Such cooperation would be directed towards a three-pronged human rights strategy:
Let us explore what a human rights-based approach to development would bring to the issues on the agenda of HABITAT II. A first step would be to develop a conceptualization from human rights perspectives of some of the familiar issues before HABITAT II. The very concept of habitat embodies several human rights--the right to housing and shelter, the right to community, the right of a community to its resource base, and the right of a community to its environment. Both rural habitats and urban habitats would be protected. Shelter cannot be seen in isolation from the rights of subsistence and livelihood. Sewage and sanitation issues clearly implicate the right to health. The right to affordable and adequate housing would require land policies, urban planning and regulations to check inflationary land development activities. The right to safe housing would require programs for urban renewal. As part of poverty alleviation, there would be need for programs that provide low-income housing and such programs would need to be linked to transport and infrastructure activities as well. The upgrading of slums would require the legal recognition, perhaps, of squatters and the initiation of sites and services' programs. Forced evictions would need to be accompanied by effective and equitable programs of resettlement. If the physical integrity of the community is to be safeguarded, there would need to be adequate law enforcement. The human rights of especially vulnerable groups such as internally displaced persons, minorities and migrant workers, would need to be especially safeguarded.

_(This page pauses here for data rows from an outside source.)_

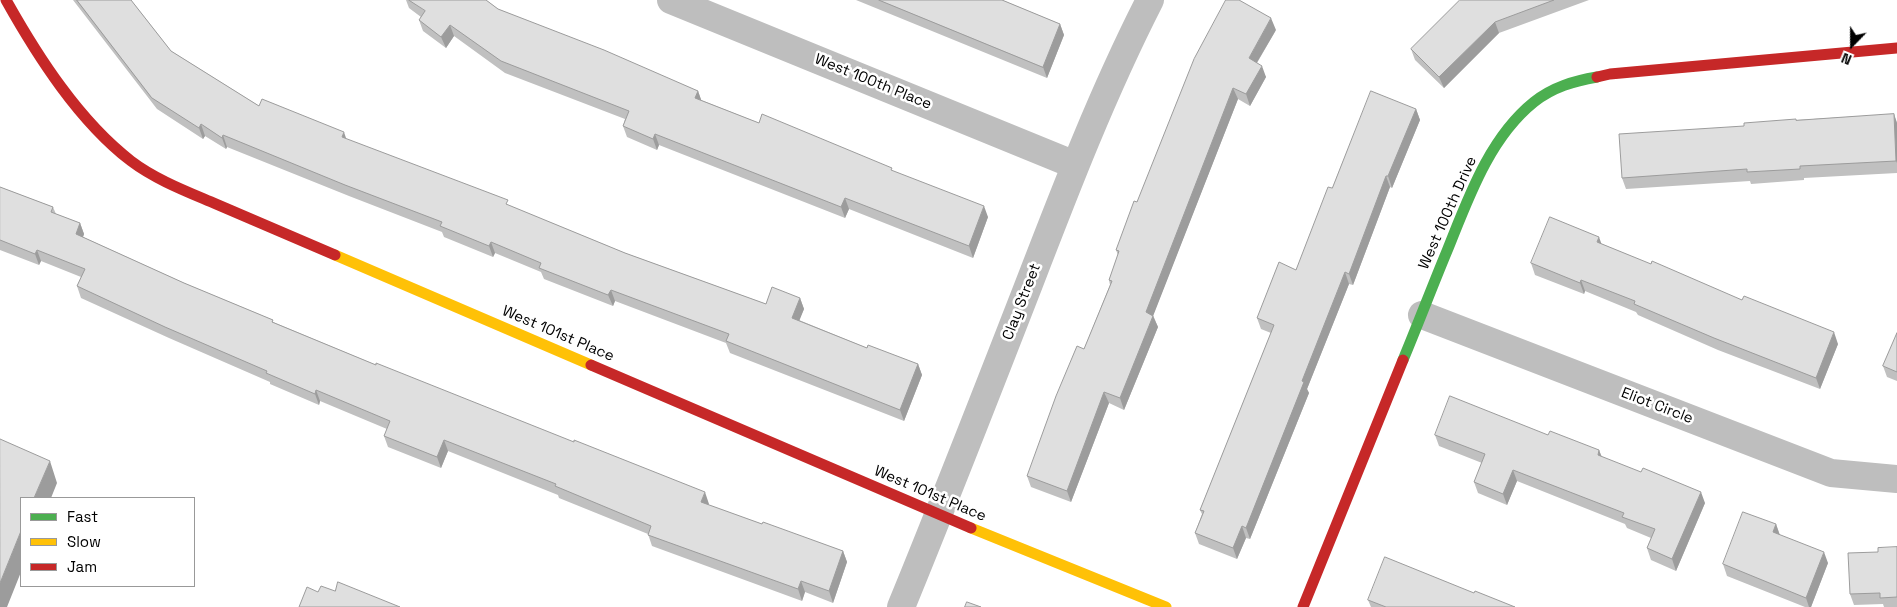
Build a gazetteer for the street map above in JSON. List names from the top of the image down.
{
  "streets": {
    "street": [
      "West 100th Place",
      "West 100th Drive",
      "Clay Street",
      "West 101st Place",
      "Eliot Circle"
    ]
  },
  "crossings": [
    ["West 100th Place", "Clay Street"],
    ["West 100th Drive", "Eliot Circle"],
    ["Clay Street", "West 101st Place"]
  ],
  "legend": ["Fast", "Slow", "Jam"],
  "north": "bottom"
}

In addressing the above issues there would be a mutually reinforcing interplay between international human rights standards and the principles and commitments set out in the Declarations and Programmes of Action of the UN World Conferences. For example, the 15 Principles enunciated at the Cairo Conference on Population and Development reaffirm the centrality of human rights and of the right to development; gender equality and equity; people-centered development; environmental sustainability; eradication of poverty as an indispensable requirement for sustainable development. Similarly, the Cairo Programme of Action sets out bases for action and explicit objectives (e.g., to reduce urban bias and isolated rural development) which constitute criteria or commitments susceptible of being monitored. At times, there are very explicit prohibitions, "to put an end to all forms of forced migration, including ethnic cleansing" (Cairo Programme of Action, page 66). The repeated reiterations in these World Conference documents constitute the present global consensus on development. Those working on issues of shelter could very well compile the relevant provisions of the various international human rights instruments (currently numbering more than 95) and add to them the international commitments and targets of the UN World Conferences. These, in turn, could be carefully monitored. Violations could be placed before the relevant UN special mechanisms; issues for further development would be placed before the relevant working groups; the call for development of measures and indicators could be placed before the relevant UN agencies. Thus, for example, the Human Development Report Office of UNDP could be encouraged to develop indicators and data on development displaced persons, on numbers participating in resettlement programs and such data could help in policy formulation to promote progressive realization.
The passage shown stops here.